There are a lot of mathematical and physical literature about ergodic theory. So what is it anyway?

For mathematicians, regodicity means the following property:

Definition (grosso modo): A dynamical system is called ergodic if the space average is equal to the time average (for any variable and almost any initial state).

In order to make the aboe definition more precise, we need a probability measure on the phase space (= space of all possible states), so let’s call our phase space $(X,\mu)$. A dinamical system on $(X,\mu)$ is given by a map $\phi: X \to X$ (if the time is continuous, and the system if given by a vector field, then $\phi$ is the time-1 flow of that vector field). Denote by $F$ an arbitrary variable, i.e. an integrable function on $(X,\mu)$

The space average of $F$ is $\int_X F d \mu$

The time average of $F$ with an initil state $x \in X$ is $\lim_{N \to \infty} \frac{1}{N} \sum_{k=0}^{N-1} F(\phi^k(x))$ for discrete-time systems

or $\lim_{N \to \infty} \frac{1}{N} \int_0^N F(\phi^t(x))dt$ for continuous-time systems

(in case this limit exists)

The ergodicity property (hypothesis) means that the above two quantities are equal: $\lim_{N \to \infty} \frac{1}{N} \sum_{k=0}^{N-1} F(\phi^k(x)) = \int_X F d \mu$

for any $F$ and almost any $x \in X.$

Remark 1. In the above defintion, one assumes that the dynamical system $\phi$ is measure-preserving. (If not, then the property can’t be satisfied, why?)
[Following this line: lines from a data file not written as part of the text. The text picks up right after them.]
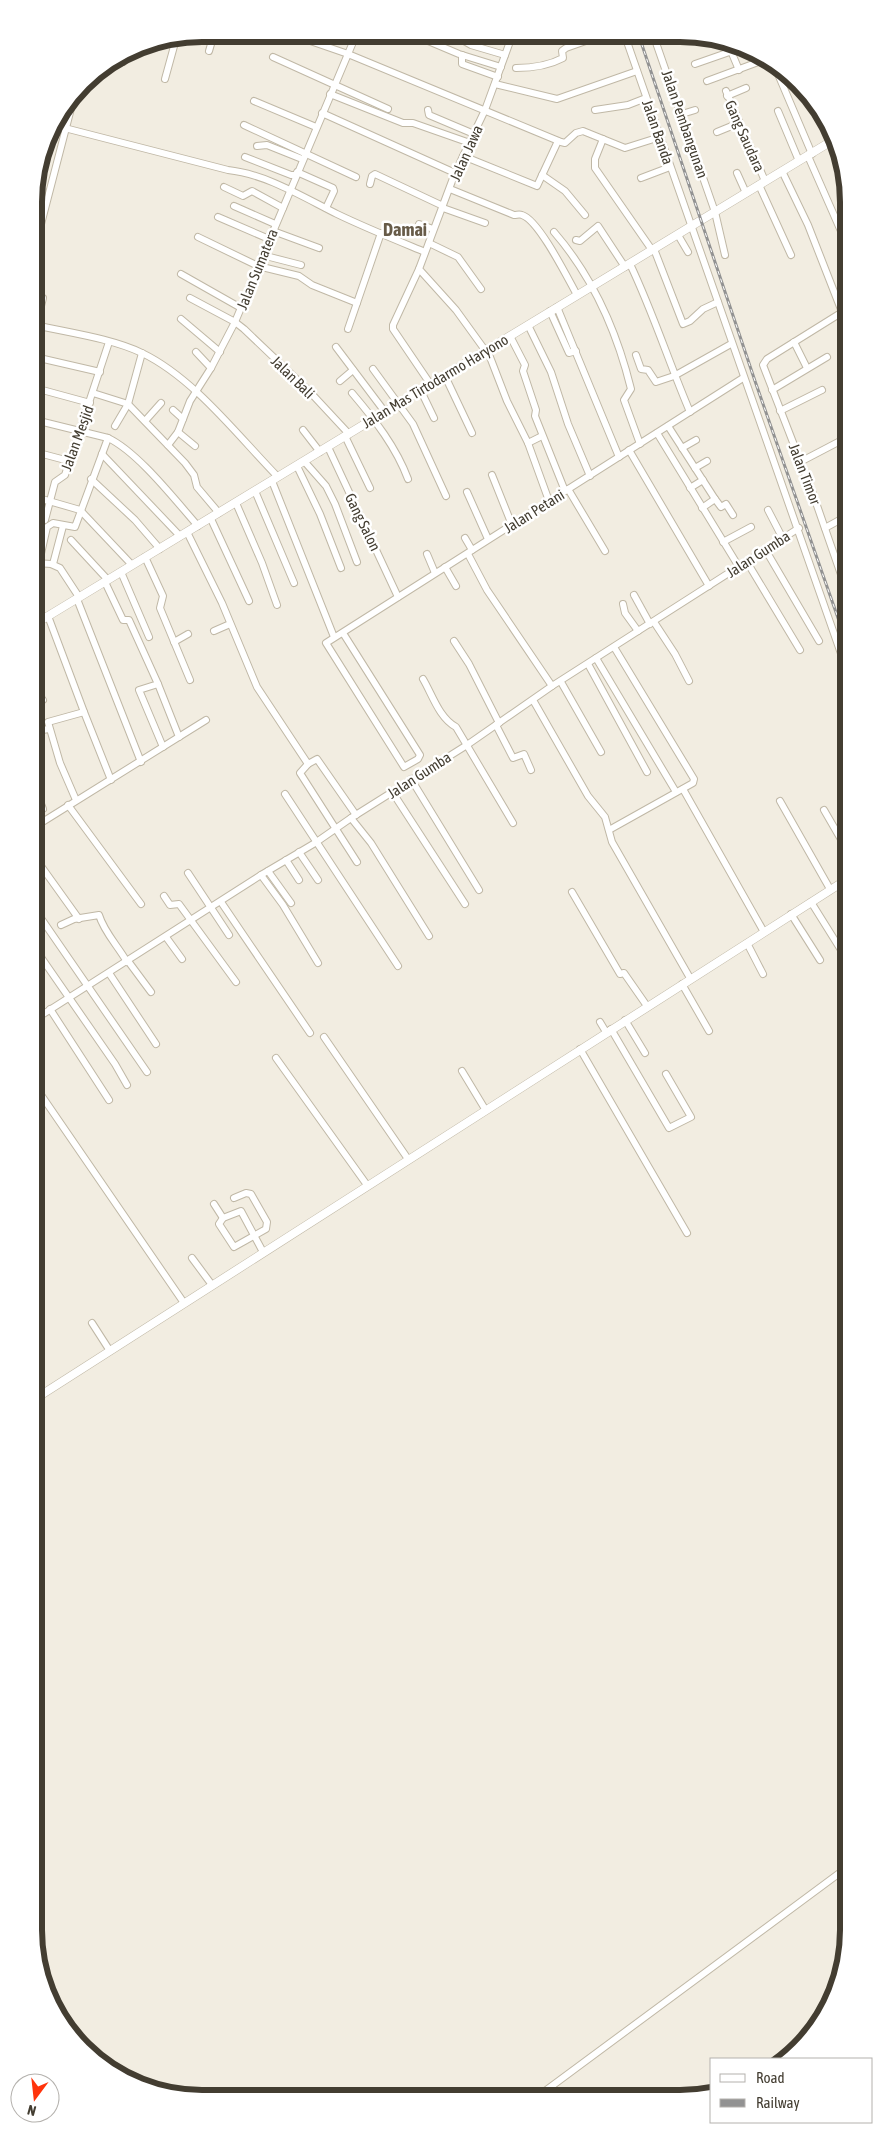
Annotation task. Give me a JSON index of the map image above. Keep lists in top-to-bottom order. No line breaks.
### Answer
{"streets":{"street":["Jalan Pembangunan","Jalan Banda","Gang Saudara","Jalan Jawa","Jalan Sumatera","Jalan Bali","Jalan Mas Tirtodarmo Haryono","Jalan Mesjid","Jalan Timor","Jalan Petani","Gang Salon","Jalan Gumba"]},"crossings":[["Jalan Pembangunan","Jalan Mas Tirtodarmo Haryono"],["Jalan Banda","Jalan Mas Tirtodarmo Haryono"],["Jalan Banda","Jalan Gumba"],["Gang Saudara","Jalan Mas Tirtodarmo Haryono"],["Jalan Jawa","Jalan Mas Tirtodarmo Haryono"],["Jalan Sumatera","Jalan Bali"],["Jalan Bali","Jalan Mas Tirtodarmo Haryono"],["Jalan Mas Tirtodarmo Haryono","Gang Salon"],["Jalan Mas Tirtodarmo Haryono","Jalan Gumba"],["Jalan Petani","Gang Salon"],["Jalan Petani","Jalan Gumba"]],"districts":["Damai"],"legend":["Road","Railway"],"north":"bottom"}
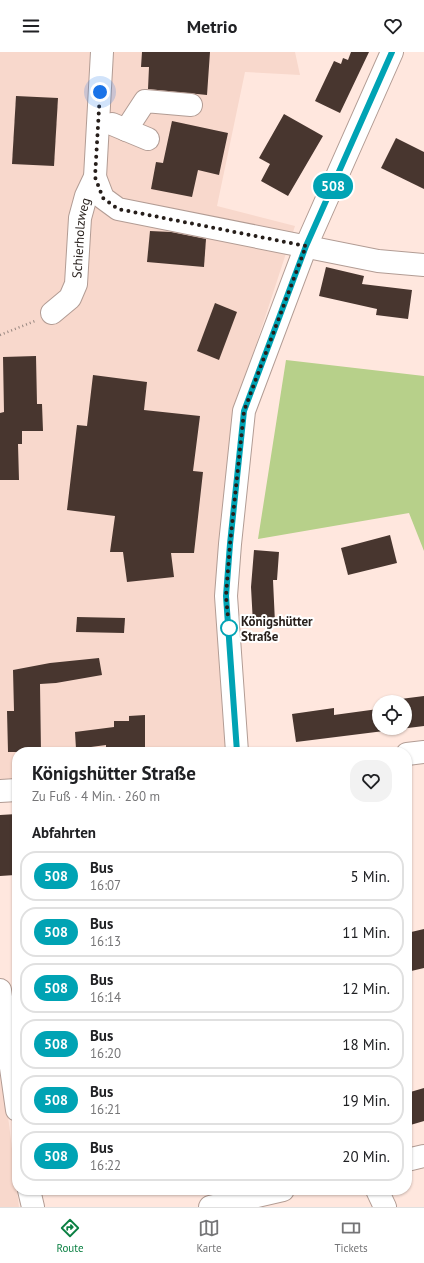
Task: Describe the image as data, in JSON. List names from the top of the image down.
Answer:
{
  "streets": {
    "street": ["Schierholzweg"]
  },
  "places": ["Königshütter Straße"],
  "lines": ["bus line 508"],
  "page": {
    "header": "Metrio",
    "on_map": "508",
    "heading": [
      ["Königshütter Straße", "Zu Fuß · 4 Min. · 260 m"],
      "Abfahrten"
    ],
    "list": [
      {
        "mark": "508",
        "name": "Bus",
        "note": "16:07",
        "value": "5 Min."
      },
      {
        "mark": "508",
        "name": "Bus",
        "note": "16:13",
        "value": "11 Min."
      },
      {
        "mark": "508",
        "name": "Bus",
        "note": "16:14",
        "value": "12 Min."
      },
      {
        "mark": "508",
        "name": "Bus",
        "note": "16:20",
        "value": "18 Min."
      },
      {
        "mark": "508",
        "name": "Bus",
        "note": "16:21",
        "value": "19 Min."
      },
      {
        "mark": "508",
        "name": "Bus",
        "note": "16:22",
        "value": "20 Min."
      }
    ],
    "tabs": ["Route", "Karte", "Tickets"]
  }
}
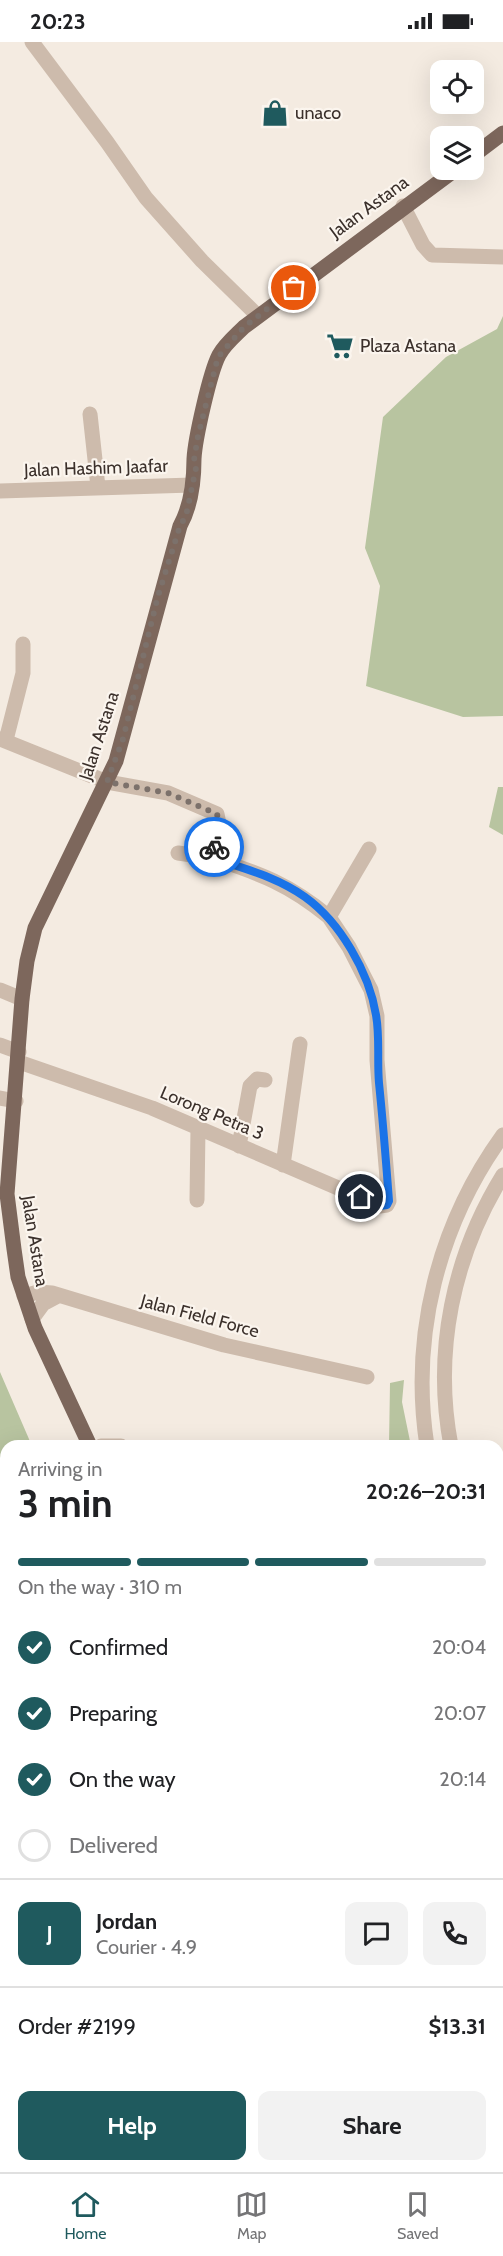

Remark 2. It’s enough to verify the above equality for the case when $F$ is the characteristic function of an arbitrary subset $A$ of $X$. Then the property means that the average time that the orbit spends in $A$ is equal to the probability measure of $A$.

Remark 3. The above ergodicity property is equivalent to the condition that , for any measurable invariant subset $A$ of $X$, the probability measure of $A$ is equal to 0 or 1, i.e. there are no non-trivial invariant subsets from the probability point of view. (Birkhoff’s theorem).

Some examples

Example 0. Fast running fan. Don’t see the wings, only their distribution in space. Another example: hummingbirds, which can beat their wings 75 times per second (so we can’t see thir wings clearly when they are flying). They can hover, fly forward, backward, and even upside down! Tiny midge insects can even beat their wings 1000 times per second! Example 1. Quasi-periodic flow on the torus ${\mathbb T}^n$given by the constant vector field $\sum a_i \frac{\partial}{\partial q_i}$ is ergodic with respect to the standard (Haar) measure if and only if the numbers $a_i$ are incommensurable, i.e. there are no invariant sub-tori. 1-dim example: Irrational rotation.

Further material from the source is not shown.